A form that employers use to gather basic identity and tax information from independent contractors. Although employers don’t withhold taxes for independent contractors, they are required to tell the IRS how much they paid them over the course of one year if the amount exceeds $600. Employers use the information in the W-9 to report the income to the IRS. Download a blank W-9 form here.

Fringe Benefits:

A form of compensation provided by the employer other than income, such as company cars, health insurance, or employee discounts. Such benefits are subject to federal and state taxes and must be reported to the IRS on an employee’s W-2.

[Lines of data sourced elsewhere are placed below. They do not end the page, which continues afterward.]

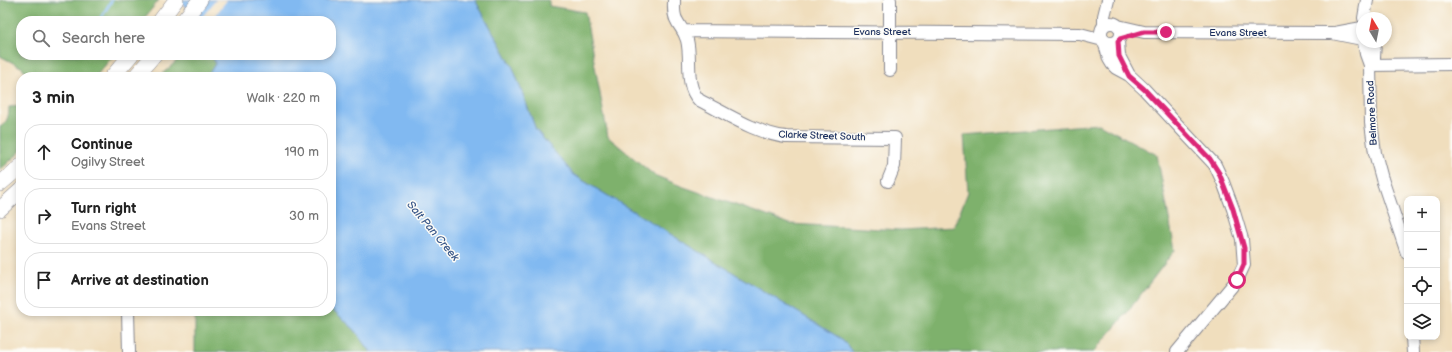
<!DOCTYPE html>
<html lang="en">
<head>
<meta charset="utf-8">
<style>
  :root { --surface:#fff; --page:#f2f2f2; --text:#222; --muted:#767676; --line:#e0e0e0 }
  body { margin:0; font-family:"Balsamiq Sans",sans-serif; background:var(--page); color:var(--text) }
  .controls { position:absolute; right:12px; bottom:12px; display:grid; overflow:hidden; border-radius:8px; box-shadow:0 2px 6px #0003 }
  .controls button { width:36px; height:36px; display:grid; place-items:center; padding:0; border:0; border-bottom:1px solid var(--line); background:var(--surface); color:var(--text); font:20px sans-serif }
  .compass { position:absolute; left:1356px; top:12px; width:36px; height:36px; border-radius:50%; background:var(--surface); box-shadow:0 2px 6px #0003; rotate:350deg }
  .stop { position:absolute; width:12px; height:12px; margin:-9px; border:3px solid #db2777; border-radius:50%; background:#fff }
  .stop.end { background:#db2777; border-color:#fff; box-shadow:0 1px 4px #0008 }
  .list { margin:0; padding:0; list-style:none }
  h2 { display:flex; justify-content:space-between; align-items:center; height:52px; margin:0; padding:0 16px; font-size:17px }
  h2 small { font-size:13px; font-weight:400; color:var(--muted) }
  .list li { display:grid; grid-template-columns:26px 1fr auto; gap:12px; align-items:center; box-sizing:border-box; height:56px; margin:0 8px 8px; padding:0 8px; border:1px solid var(--line); border-radius:16px }
  .list b { display:block; font-size:15px; white-space:nowrap }
  .list p { margin:0; font-size:13px; white-space:nowrap; color:var(--muted) }
  .list em { font-size:13px; font-style:normal; color:var(--muted) }
  .icon { flex:none; width:22px; height:22px; fill:none; stroke:currentColor; stroke-width:2; stroke-linecap:round; stroke-linejoin:round }
  .map { position:relative; flex:none; width:1452px; height:352px; overflow:hidden }
  .search { position:absolute; background:var(--surface); box-shadow:0 2px 6px #0003; left:16px; top:16px; width:320px; height:44px; display:flex; align-items:center; gap:10px; box-sizing:border-box; padding:0 14px; border-radius:16px; color:var(--muted); font-size:15px }
  .panel { position:absolute; background:var(--surface); box-shadow:0 2px 6px #0003; left:16px; top:72px; width:320px; height:244px; border-radius:16px }
  .map>svg:first-child { display:block }
</style>
</head>
<body>
<div class="map">
<svg width="1452" height="352" viewBox="0 0 1452 352">
  <rect width="100%" height="100%" fill="#fdfcf7"/>
  <filter id="ink" filterUnits="userSpaceOnUse"><feTurbulence type="fractalNoise" baseFrequency=".025" numOctaves="2"/><feDisplacementMap in="SourceGraphic" scale="8" xChannelSelector="R" yChannelSelector="G"/><feConvolveMatrix kernelMatrix="1 2 1 2 8 2 1 2 1" color-interpolation-filters="sRGB"/></filter>
  <filter id="wash" filterUnits="userSpaceOnUse"><feTurbulence type="fractalNoise" baseFrequency=".012" numOctaves="4" result="noise"/><feDisplacementMap in="SourceGraphic" scale="16" xChannelSelector="R" yChannelSelector="G"/><feGaussianBlur stdDeviation="0.9" result="paint"/><feColorMatrix in="noise" values="0 0 0 0 0 0 0 0 0 0 0 0 0 0 0 0 0 1.4 0 .05"/><feComposite in="paint" operator="in"/></filter>
  <g filter="url(#wash)">
    <rect width="100%" height="100%" fill="#f0debd"/>
    <path fill="#7eb16c" stroke="#4c7065" d="M 0,0 L 159,0 L 142,21 L 21,21 L 21,55 L 114,55 L 95,77 L 32,77 L 21,67 L 0,56 Z
      M 475,0 L 549,0 L 549,6 L 585,12 L 608,137 L 654,175 L 681,186 L 790,224 L 901,230 L 954,227 L 968,192 L 964,135 L 1099,124 L 1157,155 L 1175,250 L 1125,315 L 1094,352 L 852,352 L 843,340 L 574,175 L 536,130 L 513,68 Z
      M 183,55 L 213,55 L 215,64 L 207,77 L 159,77 Z
      M 21,106 L 21,151 L 0,170 L 0,127 C 7,123 9,116 9,107 Z
      M 331,308 L 355,330 L 371,352 L 195,352 L 195,311 L 331,311 Z"/>
    <path fill="#81b9f1" stroke="#4e74a8" d="M 176,0 L 475,0 L 513,68 L 536,130 L 574,175 L 843,340 L 852,352 L 371,352 L 355,330 L 331,308 L 331,77 L 207,77 L 215,64 L 213,55 L 331,55 L 331,21 L 201,21 L 185,6 Z"/>
    <path fill="#f0debd" d="M 216,0 L 227,0 L 211,21 L 199,21 Z"/>
    <g fill="none" stroke-linecap="round" stroke-linejoin="round">
      <path stroke="#81b9f1" stroke-width="3" d="M 99,21 L 112,0"/>
    </g>
  </g>
  <g filter="url(#ink)">
    <g fill="none" stroke-linecap="round" stroke-linejoin="round">
      <defs>
        <path id="minor" d="M 674,0 C 674,7 673,15 677,21 C 681,29 684,30 687,40 C 692,59 684,85 699,100 C 727,114 755,133 786,137 L 895,138 L 894,166 L 888,181
          M 1364,18 L 1367,0
          M1101 33a10 10 0 1 1 20 0a10 10 0 1 1-20 0Z
          M 1104,26 L 1104,16 L 1108,0
          M 1118,26 L 1144,32 L 1332,33 L 1362,39
          M 684,31 L 1080,34 L 1103,40
          M 1335,33 L 1362,28
          M 1104,41 L 1109,59 L 1112,64 L 1116,68 L 1129,75 L 1144,89 L 1215,165 L 1223,182 L 1233,209 L 1242,239 L 1244,265 L 1237,280 L 1177,352
          M 1118,41 L 1119,56 L 1129,75
          M 1364,42 L 1366,54 L 1370,65 L 1371,123 L 1375,153 L 1382,179 L 1407,253
          M 1370,65 L 1452,64
          M 1370,65 L 1374,58 L 1375,42
          M 890,70 L 890,0
          M 128,311 L 129,352
          M 1412,337 L 1413,352"/>
        <path id="major" d="M 160,21 L 176,0
          M 183,21 L 200,0
          M 112,77 L 131,55
          M 135,77 L 154,55
          M 0,184 L 21,166
          M 0,209 L 21,190"/>
      </defs>
      <use href="#minor" stroke="#86868e" stroke-width="14"/>
      <use href="#major" stroke="#86868e" stroke-width="16"/>
      <use href="#minor" stroke="#fff" stroke-width="12"/>
      <use href="#major" stroke="#fff" stroke-width="15"/>
    </g>
  </g>
  <g fill="none" stroke-linecap="round" stroke-linejoin="round" filter="url(#ink)">
    <path stroke="#db2777" stroke-width="5" d="M 1166,32 L 1144,32 L 1120,39 L 1118,41 L 1119,56 L 1129,76 L 1144,89 L 1210,159 L 1219,173 L 1233,209 L 1244,248 L 1244,264 L 1237,280"/>
  </g>
  <g text-anchor="middle" dominant-baseline="central" stroke-width="3" stroke-linejoin="round" paint-order="stroke">
    <g font-size="10" fill="#1b2f5e" stroke="#fdfcf7">
      <text x="882" y="32">Evans Street</text>
      <text x="1238" y="33">Evans Street</text>
      <text transform="translate(1372 113) rotate(-93)">Belmore Road</text>
      <text transform="translate(822 136) rotate(2)">Clarke Street South</text>
    </g>
    <g font-size="11" font-style="italic" fill="#3a588a" stroke="#fdfcf7">
      <text transform="translate(433 231) rotate(50)">Salt Pan Creek</text>
    </g>
  </g>
</svg>
<div class="controls">
<button>+</button>
<button>−</button>
<button><svg class="icon" aria-label="locate" viewBox="0 0 24 24"><circle cx="12" cy="12" r="6"/><path d="M12 2v4M12 18v4M2 12h4M18 12h4"/></svg></button>
<button><svg class="icon" aria-label="layers" viewBox="0 0 24 24"><path d="M12 4l9 5-9 5-9-5zM3 14l9 5 9-5"/></svg></button>
</div>
<svg class="compass" viewBox="-18 -18 36 36"><path d="M0-13l5 13h-10z" fill="#e53935"/><path d="M0 13l5-13h-10z" fill="#767676"/></svg>
<div class="stop" style="left:1237px;top:280px"></div>
<div class="stop end" style="left:1166px;top:32px"></div>
<div class="search"><svg class="icon" aria-label="search" viewBox="0 0 24 24"><circle cx="10" cy="10" r="6"/><path d="M15 15l6 6"/></svg>Search here</div>
<section class="panel">
<h2>3 min<small>Walk · 220 m</small></h2>
<ul class="list">
<li><svg class="icon" aria-label="ahead" viewBox="0 0 24 24"><path d="M12 20V5M6 11l6-6 6 6"/></svg><div><b>Continue</b><p>Ogilvy Street</p></div><em>190 m</em></li>
<li><svg class="icon" aria-label="right" viewBox="0 0 24 24"><path d="M7 20v-9h11M14 6l5 5-5 5"/></svg><div><b>Turn right</b><p>Evans Street</p></div><em>30 m</em></li>
<li><svg class="icon" aria-label="arrive" viewBox="0 0 24 24"><path d="M6 21V4h12l-3 4 3 4H6"/></svg><div><b>Arrive at destination</b></div></li>
</ul>
</section>
</div>
</body>
</html>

Federal Unemployment Tax Act (FUTA):

A piece of legislation that authorized the federal government to collect taxes from employers for the purpose of funding state unemployment agencies and compensating former employees who are eligible for unemployment insurance.

Garnishments:

Deductions that must be withheld from an employee’s wages to satisfy the person’s debts or legal obligations. Common garnishments include child support, unpaid taxes, or defaulted student loans.

Gross Pay:

The total amount of a person’s salary before taxes or other deductions are subtracted.

Income Tax:

Taxes all individuals or entities must pay that varies with their taxable income.

Independent Contractor:

An outside worker hired for a specific and limited scope of work. They should determine the manner in which they complete their tasks. Be aware: misclassification is a common pitfall of the payroll process.

Medicare Tax:

Part of the FICA, the Medicare Tax funds Medicare hospital insurance for certain Americans.

Minimum Wage:

The minimum hourly wage per state an employer can pay for work.

Net Pay:

The amount employee’s make after all deductions are taken from their check.

Overtime Pay:

Non-exempt employees who work over 40 hours in a week must be given this pay, which is equal to at least time and a half of their regular rate.

Pay Period:

The number of days for which an employee is paid, for example, weekly, bi-weekly, semi-monthly, or monthly.

Social Security:

Part of FICA, Social Security helps fund benefits for retirees.

Take-Home Pay:

The amount of pay a worker takes home from each paycheck after all deductions and withholdings have been taken out.

Withholding Tax:

government requirement for all taxpayers that come from an employee’s pay.

Wages:

A fixed regular payment made by an employer to an employee for a job or task.